Owen Devine has worked for the past four years as a planning policy officer at Portsmouth City Council.
But outside of office hours, his passion is for doodling – producing cartoons on a range of subjects. His work has been exhibited in the city, and he has just finished designing a board game aimed as an educational tool covering the topic of sustainability.
Q. How did you get into drawing cartoons?
A. I picked it up at university. I had been reading Private Eye and enjoyed the cartoons. I was reading the satire section in the student newspaper in Nottingham – thought “I can do better than this”. It wasn’t a big headed thing but I could see it was someone without much background in drawing. I was soon submitting content to the paper – originally the cartoons just supported written satire that I produced. I was also influenced by the Perry Bible Scholarship cartoons.
Q. What do you get out of cartooning
A. The main thing is that I do find them funny. That is why I do them. There is the enjoyment staying in touch with my creative side without having to having the time to do something more time consuming like an oil painting. It is an easy hobby in that sense.
Q. After you started work, how did you keep the cartooning up?

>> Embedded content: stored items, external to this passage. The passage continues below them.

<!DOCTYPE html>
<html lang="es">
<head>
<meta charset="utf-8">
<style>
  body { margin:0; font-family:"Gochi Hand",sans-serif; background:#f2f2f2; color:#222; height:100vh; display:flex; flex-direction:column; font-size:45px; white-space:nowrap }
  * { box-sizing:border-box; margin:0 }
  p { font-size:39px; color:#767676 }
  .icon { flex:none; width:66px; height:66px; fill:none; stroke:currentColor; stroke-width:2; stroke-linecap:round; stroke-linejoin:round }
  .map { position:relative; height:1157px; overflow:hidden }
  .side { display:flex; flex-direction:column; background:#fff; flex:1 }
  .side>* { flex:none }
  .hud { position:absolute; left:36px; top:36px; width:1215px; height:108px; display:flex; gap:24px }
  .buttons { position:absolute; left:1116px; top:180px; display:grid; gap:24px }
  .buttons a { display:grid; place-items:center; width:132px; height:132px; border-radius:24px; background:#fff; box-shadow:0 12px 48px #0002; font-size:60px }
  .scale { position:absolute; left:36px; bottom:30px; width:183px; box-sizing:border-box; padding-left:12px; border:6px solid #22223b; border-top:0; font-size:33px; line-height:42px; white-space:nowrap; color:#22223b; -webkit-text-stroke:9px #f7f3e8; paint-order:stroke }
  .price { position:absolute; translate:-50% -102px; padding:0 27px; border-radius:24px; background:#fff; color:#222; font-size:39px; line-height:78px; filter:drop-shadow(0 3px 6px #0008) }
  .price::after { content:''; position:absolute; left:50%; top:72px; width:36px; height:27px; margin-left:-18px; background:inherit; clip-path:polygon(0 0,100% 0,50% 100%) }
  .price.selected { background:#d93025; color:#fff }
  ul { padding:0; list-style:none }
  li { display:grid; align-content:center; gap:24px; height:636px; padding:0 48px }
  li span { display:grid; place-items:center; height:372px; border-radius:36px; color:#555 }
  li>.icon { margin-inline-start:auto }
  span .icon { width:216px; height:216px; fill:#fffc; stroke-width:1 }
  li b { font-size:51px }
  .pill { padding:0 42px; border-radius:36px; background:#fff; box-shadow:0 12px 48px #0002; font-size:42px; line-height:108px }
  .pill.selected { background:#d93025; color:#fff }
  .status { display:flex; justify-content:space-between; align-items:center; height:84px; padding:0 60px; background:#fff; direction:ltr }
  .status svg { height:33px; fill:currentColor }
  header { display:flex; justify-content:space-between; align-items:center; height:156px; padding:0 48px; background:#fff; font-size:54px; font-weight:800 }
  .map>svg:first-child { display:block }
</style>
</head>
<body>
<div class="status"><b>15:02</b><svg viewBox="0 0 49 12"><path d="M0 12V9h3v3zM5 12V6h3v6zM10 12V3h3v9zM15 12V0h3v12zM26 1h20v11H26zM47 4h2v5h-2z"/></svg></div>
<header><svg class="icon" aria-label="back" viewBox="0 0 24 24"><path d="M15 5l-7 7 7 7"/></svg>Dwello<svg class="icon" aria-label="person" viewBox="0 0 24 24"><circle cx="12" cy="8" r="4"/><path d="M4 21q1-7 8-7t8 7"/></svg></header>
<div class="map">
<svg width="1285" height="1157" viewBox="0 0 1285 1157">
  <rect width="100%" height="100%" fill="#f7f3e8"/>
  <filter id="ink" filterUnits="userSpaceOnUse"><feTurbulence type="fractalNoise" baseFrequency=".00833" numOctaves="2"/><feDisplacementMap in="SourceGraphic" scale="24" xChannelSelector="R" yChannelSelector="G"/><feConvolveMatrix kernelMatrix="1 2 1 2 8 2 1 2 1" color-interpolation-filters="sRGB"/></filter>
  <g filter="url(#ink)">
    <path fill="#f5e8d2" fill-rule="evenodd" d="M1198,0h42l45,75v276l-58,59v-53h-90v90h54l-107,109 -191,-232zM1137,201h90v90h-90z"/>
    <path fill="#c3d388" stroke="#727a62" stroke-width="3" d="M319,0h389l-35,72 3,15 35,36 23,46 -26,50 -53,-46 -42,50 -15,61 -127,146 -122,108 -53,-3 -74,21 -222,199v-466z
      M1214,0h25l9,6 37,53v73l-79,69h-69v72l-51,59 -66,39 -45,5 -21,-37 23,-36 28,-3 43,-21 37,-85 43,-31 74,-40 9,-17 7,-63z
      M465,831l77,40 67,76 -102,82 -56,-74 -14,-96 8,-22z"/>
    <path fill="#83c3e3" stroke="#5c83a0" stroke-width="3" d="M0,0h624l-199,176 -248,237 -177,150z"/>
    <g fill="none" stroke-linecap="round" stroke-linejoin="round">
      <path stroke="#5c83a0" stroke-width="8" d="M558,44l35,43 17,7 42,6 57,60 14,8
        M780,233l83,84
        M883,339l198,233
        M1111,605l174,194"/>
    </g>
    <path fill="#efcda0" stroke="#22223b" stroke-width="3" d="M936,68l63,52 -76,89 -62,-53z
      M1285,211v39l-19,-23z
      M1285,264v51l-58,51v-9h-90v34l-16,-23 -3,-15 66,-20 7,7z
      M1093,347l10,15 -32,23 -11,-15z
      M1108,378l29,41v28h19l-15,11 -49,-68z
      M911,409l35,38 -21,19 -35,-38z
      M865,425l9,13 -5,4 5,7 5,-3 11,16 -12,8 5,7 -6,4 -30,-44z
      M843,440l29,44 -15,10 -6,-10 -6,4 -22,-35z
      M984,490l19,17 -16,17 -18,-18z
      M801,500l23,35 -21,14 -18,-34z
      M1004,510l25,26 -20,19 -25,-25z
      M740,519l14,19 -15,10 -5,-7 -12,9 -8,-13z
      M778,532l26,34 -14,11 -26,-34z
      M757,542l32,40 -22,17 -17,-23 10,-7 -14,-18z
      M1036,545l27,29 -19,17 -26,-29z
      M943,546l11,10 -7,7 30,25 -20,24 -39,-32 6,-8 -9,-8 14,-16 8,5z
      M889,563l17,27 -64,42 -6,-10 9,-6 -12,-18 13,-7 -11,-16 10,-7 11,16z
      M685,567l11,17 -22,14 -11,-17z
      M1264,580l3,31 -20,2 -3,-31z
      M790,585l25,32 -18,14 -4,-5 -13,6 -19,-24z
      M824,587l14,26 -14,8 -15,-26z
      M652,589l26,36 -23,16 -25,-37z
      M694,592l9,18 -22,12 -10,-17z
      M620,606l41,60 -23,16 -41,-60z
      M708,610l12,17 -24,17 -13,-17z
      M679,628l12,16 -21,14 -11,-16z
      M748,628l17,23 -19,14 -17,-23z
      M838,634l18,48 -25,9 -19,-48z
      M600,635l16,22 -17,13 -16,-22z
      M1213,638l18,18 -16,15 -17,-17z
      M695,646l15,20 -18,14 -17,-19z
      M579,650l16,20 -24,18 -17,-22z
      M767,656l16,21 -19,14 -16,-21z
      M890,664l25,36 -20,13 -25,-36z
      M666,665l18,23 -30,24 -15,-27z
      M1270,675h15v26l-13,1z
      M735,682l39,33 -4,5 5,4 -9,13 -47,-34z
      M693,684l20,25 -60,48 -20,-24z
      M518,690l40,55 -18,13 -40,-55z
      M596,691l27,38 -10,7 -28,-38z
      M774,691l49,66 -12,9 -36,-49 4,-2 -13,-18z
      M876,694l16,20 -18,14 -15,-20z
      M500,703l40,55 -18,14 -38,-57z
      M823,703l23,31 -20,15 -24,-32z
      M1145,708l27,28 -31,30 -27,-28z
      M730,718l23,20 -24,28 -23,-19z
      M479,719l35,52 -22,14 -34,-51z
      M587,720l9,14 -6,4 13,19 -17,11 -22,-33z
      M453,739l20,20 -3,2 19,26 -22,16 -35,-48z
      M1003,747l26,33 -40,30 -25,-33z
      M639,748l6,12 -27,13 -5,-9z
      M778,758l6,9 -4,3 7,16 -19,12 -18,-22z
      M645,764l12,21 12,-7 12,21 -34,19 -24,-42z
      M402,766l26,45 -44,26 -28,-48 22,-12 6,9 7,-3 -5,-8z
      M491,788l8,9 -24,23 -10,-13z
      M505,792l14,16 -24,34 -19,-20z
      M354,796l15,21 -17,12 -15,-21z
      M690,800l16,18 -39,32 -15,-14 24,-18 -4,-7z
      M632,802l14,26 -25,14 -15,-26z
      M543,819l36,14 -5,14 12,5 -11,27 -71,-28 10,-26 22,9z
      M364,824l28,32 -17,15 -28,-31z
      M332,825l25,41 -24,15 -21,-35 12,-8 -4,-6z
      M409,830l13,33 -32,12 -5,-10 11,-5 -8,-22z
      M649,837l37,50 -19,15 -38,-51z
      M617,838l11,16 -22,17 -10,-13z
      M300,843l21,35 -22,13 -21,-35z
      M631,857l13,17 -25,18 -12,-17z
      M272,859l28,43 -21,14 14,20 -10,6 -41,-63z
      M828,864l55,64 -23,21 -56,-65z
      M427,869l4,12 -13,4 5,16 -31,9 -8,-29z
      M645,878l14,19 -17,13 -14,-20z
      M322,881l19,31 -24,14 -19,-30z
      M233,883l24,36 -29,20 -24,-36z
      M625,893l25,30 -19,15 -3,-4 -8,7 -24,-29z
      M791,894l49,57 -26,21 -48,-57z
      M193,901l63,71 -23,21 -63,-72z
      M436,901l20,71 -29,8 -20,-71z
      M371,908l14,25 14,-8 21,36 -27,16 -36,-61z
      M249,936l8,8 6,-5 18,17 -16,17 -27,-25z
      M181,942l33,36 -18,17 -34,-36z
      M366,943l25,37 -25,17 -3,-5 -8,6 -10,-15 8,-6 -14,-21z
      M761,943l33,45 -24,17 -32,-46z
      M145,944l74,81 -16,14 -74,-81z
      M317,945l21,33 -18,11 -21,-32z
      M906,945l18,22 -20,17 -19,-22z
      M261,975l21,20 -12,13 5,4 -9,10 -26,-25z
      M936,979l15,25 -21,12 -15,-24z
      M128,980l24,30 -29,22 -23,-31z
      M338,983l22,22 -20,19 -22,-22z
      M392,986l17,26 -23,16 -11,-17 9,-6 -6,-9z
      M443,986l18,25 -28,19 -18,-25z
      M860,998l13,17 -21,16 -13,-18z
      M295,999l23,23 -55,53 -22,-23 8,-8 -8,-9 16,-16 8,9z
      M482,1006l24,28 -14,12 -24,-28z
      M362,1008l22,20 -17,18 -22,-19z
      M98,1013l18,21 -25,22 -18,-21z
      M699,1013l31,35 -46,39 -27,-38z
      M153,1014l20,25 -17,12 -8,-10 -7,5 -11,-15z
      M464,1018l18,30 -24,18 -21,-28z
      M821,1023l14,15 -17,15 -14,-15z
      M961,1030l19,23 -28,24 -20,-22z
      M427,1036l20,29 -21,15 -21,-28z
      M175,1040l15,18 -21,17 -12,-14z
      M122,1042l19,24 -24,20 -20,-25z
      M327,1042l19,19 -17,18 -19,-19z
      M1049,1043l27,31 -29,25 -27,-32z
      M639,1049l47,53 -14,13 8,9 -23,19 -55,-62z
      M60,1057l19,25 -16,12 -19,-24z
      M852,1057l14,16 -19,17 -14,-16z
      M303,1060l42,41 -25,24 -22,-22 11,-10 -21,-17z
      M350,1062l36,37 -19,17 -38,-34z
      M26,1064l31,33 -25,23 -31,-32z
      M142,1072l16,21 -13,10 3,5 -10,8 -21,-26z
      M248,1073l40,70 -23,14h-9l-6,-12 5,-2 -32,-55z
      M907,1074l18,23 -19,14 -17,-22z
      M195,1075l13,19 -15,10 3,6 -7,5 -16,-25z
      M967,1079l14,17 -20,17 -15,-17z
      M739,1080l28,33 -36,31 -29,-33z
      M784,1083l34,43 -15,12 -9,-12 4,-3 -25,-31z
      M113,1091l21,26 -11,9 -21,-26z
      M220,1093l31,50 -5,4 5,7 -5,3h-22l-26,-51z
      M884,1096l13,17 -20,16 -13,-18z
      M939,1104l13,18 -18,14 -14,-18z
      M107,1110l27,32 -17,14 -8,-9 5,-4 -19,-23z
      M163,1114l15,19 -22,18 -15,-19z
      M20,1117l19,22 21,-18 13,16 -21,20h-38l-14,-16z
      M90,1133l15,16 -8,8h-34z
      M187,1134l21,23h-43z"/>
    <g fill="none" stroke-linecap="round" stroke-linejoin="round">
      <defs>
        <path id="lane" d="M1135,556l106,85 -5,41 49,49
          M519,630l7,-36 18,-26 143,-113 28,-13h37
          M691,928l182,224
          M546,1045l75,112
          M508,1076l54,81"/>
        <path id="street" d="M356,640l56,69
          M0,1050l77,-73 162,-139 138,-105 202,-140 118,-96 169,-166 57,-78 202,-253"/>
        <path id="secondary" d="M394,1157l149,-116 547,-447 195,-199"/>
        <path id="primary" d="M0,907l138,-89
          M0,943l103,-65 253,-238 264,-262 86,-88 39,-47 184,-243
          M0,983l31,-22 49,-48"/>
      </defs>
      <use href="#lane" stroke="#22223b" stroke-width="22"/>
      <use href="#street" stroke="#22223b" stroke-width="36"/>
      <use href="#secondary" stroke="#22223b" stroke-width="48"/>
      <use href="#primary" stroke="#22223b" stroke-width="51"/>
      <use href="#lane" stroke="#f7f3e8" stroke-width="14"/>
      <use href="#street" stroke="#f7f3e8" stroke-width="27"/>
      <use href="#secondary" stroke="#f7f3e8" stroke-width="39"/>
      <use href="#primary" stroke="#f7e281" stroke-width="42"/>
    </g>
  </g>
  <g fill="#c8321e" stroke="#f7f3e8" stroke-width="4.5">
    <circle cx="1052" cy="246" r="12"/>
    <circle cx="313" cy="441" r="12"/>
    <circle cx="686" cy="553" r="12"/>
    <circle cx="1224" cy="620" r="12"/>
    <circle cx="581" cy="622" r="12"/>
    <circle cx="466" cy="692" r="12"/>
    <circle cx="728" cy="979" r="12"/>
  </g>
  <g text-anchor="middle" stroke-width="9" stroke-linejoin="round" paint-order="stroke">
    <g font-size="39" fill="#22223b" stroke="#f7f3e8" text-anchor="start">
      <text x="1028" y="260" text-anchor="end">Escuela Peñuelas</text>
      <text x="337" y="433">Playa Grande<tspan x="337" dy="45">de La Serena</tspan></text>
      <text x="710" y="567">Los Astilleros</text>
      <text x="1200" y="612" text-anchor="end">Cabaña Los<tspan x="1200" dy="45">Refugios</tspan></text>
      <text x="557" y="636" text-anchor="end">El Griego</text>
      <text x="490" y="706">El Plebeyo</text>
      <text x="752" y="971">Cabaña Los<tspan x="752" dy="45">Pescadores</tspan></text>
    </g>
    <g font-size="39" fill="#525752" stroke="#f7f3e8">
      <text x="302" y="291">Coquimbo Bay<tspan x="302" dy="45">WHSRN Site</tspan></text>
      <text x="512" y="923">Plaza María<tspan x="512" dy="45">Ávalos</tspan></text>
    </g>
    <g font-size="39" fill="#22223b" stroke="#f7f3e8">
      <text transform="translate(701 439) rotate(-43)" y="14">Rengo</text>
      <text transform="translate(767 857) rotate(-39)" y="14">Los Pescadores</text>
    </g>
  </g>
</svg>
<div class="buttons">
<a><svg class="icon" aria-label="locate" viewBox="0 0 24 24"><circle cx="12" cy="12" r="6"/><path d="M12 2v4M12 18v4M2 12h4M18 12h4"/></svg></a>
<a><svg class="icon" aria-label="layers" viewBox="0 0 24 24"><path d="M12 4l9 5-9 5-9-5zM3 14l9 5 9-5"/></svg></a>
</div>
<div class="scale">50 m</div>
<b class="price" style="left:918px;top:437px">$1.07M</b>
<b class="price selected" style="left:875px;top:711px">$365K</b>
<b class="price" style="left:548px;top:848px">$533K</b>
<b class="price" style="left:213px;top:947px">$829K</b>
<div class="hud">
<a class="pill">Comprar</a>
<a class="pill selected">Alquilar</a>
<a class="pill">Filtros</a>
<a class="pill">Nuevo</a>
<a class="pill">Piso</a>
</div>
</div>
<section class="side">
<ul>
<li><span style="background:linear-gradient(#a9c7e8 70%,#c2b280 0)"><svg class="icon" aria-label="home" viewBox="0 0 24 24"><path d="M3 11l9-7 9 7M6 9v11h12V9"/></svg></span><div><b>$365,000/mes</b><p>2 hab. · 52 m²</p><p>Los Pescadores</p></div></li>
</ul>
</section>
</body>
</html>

A. After university I was doing a few cartoons for my own enjoyment. I wanted to keep up drawing and I started a website where I put cartoons online. I did an exhibition about two years ago and have sold a few.
Q. Tell us about the board game
A. I have been developing it over the past couple of years, and have taken it to a number of schools in Portsmouth. A few years ago I realised there wasn’t much knowledge about sustainability as an issue, and that it was viewed as quite a dry subject. I had been playing Monopoly and noticed how divisive it can be. I wanted to create something that dealt with both issues. The aim of the game is that you manage part of Portsmouth and look to build a green economy by trading. The next stage I am hoping to do is some crowdsourcing to fund the production of the first 100 copies.
Q. Do you see any relationship between your hobby and your job?
A. Both my parents are artists so they have an art background, but when I was growing up the subjects I enjoyed most were scientific and technical. Between those two influences I developed an interest that was part science and part art - planning and architecture crosses both areas at once.